- [DATA FOR THE TASK]
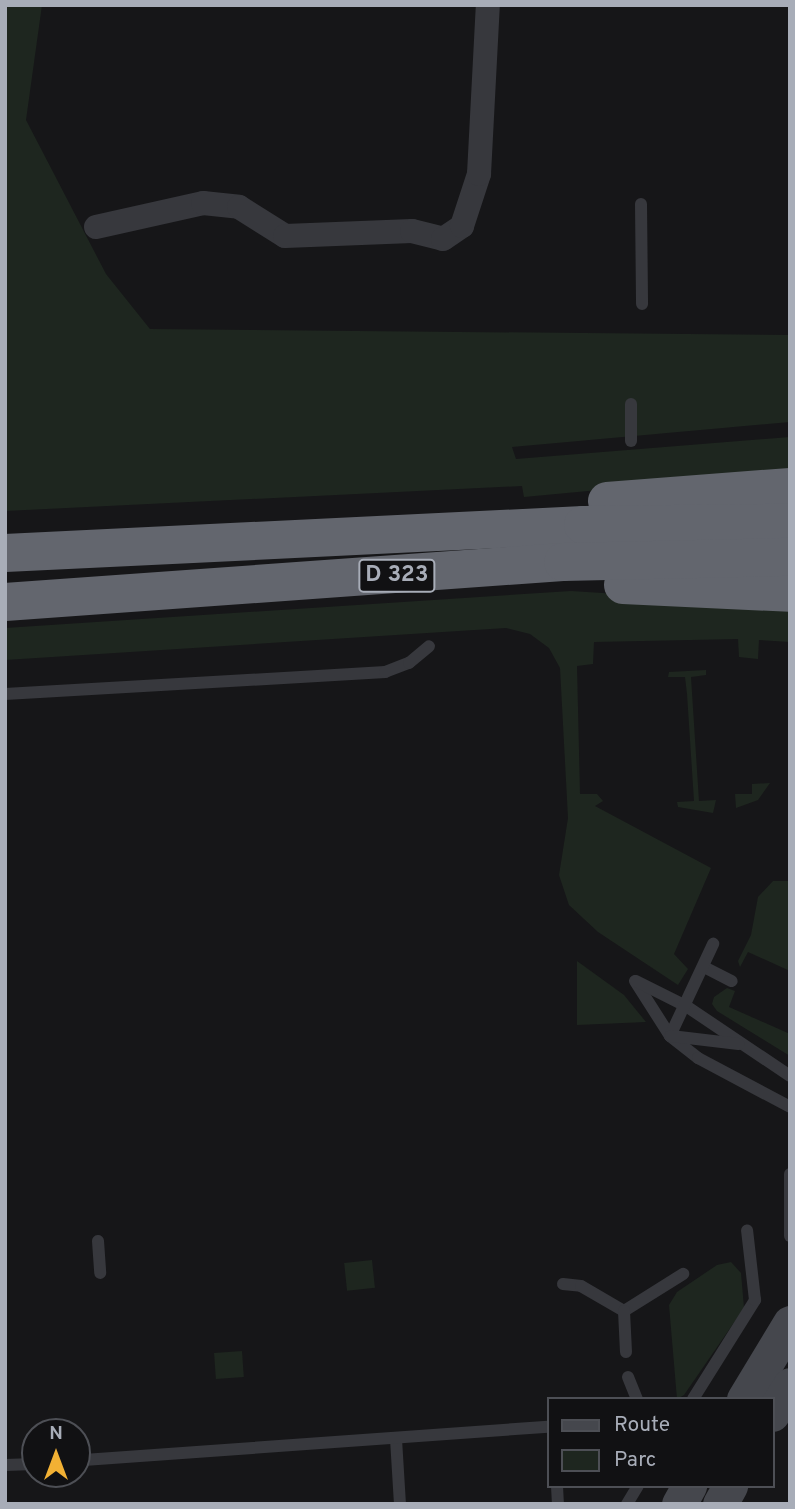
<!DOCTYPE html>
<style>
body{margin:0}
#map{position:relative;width:795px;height:1509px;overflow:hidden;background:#161618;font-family:Overpass,sans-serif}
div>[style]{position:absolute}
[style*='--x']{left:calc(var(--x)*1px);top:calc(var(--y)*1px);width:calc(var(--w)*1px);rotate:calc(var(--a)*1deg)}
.green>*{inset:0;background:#1e261f;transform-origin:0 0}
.lane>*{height:12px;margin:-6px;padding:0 6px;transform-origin:6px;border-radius:6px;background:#37383d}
.street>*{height:24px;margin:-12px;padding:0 12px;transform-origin:12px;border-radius:12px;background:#37383d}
.secondary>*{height:35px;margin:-17.5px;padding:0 17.5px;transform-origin:17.5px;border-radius:17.5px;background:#45474d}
.highway>*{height:38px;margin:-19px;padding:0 19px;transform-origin:19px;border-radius:19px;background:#63666e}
span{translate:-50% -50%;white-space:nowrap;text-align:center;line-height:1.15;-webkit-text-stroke:7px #111113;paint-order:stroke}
.shield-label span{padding:2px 5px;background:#111113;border:2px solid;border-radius:5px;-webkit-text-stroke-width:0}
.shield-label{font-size:23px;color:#a8adb8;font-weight:700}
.frame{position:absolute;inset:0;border:7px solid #a8adb8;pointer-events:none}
.legend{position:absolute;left:547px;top:1397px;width:228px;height:91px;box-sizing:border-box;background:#111113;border:2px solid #4d4f55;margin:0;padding:9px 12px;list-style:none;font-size:21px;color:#a8adb8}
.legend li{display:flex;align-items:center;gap:14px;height:35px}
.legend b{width:35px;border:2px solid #4d4f55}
.north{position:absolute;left:21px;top:1418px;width:70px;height:70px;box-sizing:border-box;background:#111113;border:2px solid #4d4f55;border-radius:50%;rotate:0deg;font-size:19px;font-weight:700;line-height:28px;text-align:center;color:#a8adb8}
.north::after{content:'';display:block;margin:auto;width:24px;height:32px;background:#f2b134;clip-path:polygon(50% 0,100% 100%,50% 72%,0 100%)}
</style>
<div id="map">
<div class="green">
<i style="clip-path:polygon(5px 5px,42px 5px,26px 120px,106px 274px,150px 329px,790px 335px,790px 422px,512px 447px,516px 459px,790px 437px,790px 472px,524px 497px,522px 486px,5px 511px)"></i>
<i style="clip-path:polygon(571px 591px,790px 605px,790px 642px,759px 640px,758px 659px,739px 657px,738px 639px,594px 642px,593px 664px,577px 666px,580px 794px,597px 794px,603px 801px,595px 806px,711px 868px,674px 954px,688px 969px,678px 985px,598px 932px,569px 905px,559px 875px,568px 818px,560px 668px,549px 648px,530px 634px,506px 628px,5px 660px,5px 628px)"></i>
<i style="clip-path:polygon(706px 670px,706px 675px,691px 677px,699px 801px,716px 800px,713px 813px,678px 807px,677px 802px,694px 801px,687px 694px,685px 677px,668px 677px,669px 672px)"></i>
<i style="clip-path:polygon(770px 783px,758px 800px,736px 808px,735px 794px,752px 794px,752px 784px)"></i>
<i style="clip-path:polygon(773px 881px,790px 881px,790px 971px,748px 952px,740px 967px,738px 961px,751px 935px,758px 897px)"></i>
<i style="clip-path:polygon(577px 961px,624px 995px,646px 1022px,577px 1025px)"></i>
<i style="clip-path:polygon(727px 988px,735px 991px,729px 1007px,790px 1034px,790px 1056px,717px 1011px,712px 1004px,714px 997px)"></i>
<i style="left:372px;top:1260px;width:28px;height:28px;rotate:84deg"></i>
<i style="clip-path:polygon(731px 1262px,741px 1273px,744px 1308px,684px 1395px,677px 1399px,669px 1305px,677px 1292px,717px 1265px)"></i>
<i style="left:242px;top:1351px;width:26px;height:28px;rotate:86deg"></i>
</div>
<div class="lane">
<i style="--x:641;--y:204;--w:100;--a:89.4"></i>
<i style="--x:631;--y:404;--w:37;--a:90"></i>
<i style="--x:5;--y:694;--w:381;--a:-3.3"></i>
<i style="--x:385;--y:672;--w:26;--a:-21"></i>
<i style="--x:409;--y:663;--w:26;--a:-40"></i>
<i style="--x:704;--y:967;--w:31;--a:27"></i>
<i style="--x:635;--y:981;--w:65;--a:57.5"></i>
<i style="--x:670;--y:1036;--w:36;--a:38"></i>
<i style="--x:698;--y:1058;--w:104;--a:28"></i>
<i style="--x:636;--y:981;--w:56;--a:26.6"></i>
<i style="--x:686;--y:1006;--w:125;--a:33.9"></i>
<i style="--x:670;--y:1036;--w:102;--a:-64.9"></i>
<i style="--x:671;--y:1036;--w:68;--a:6.7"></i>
<i style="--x:790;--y:1174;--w:62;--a:90"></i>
<i style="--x:98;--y:1241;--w:32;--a:86"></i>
<i style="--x:563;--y:1284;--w:18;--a:6"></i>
<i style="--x:581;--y:1286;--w:50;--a:30.2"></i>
<i style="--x:624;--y:1311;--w:70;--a:-32.1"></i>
<i style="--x:624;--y:1311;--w:41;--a:87.2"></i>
<i style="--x:628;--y:1377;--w:24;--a:68"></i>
<i style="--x:693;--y:1399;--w:117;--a:-57.9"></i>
<i style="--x:755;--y:1300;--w:70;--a:-96.5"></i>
<i style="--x:396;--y:1439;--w:65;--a:86.5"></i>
<i style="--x:84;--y:1460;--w:465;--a:-4.1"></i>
<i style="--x:5;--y:1465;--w:30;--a:-2"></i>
<i style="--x:557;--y:1486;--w:18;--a:87"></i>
<i style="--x:627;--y:1504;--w:21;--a:-59"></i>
</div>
<div class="street">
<i style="--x:96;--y:227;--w:110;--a:-12.6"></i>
<i style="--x:203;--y:203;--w:36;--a:6"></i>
<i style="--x:239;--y:207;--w:54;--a:32.2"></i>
<i style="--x:285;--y:236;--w:127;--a:-2.3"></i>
<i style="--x:412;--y:231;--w:32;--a:14"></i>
<i style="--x:443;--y:239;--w:23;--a:-34"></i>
<i style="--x:462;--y:226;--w:55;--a:-71.9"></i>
<i style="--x:479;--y:174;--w:169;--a:-87"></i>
</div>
<div class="secondary">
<i style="--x:744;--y:1399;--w:89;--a:-58.8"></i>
<i style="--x:772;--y:1414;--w:34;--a:-58"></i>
<i style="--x:679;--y:1504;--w:21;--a:-61"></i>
<i style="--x:720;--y:1504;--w:21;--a:-61"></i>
</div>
<div class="highway">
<i style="--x:607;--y:501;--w:184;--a:-4.4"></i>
<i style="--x:5;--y:553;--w:579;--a:-2.77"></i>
<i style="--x:583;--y:525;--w:207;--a:-0.6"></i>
<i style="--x:623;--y:585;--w:167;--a:2.7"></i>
<i style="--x:5;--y:602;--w:559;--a:-4.1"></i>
<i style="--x:563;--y:562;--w:227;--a:-1.3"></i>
</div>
<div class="shield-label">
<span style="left:397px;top:576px">D 323</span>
</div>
<div class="frame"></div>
<ul class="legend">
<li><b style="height:9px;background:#45474d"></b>Route</li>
<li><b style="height:19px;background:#1e261f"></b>Parc</li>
</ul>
<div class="north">N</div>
</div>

- [WORK REQUIRED] Counting only lines that contain "green", say how many there are in the material above, and add nothing.

- [FINAL ANSWER] 2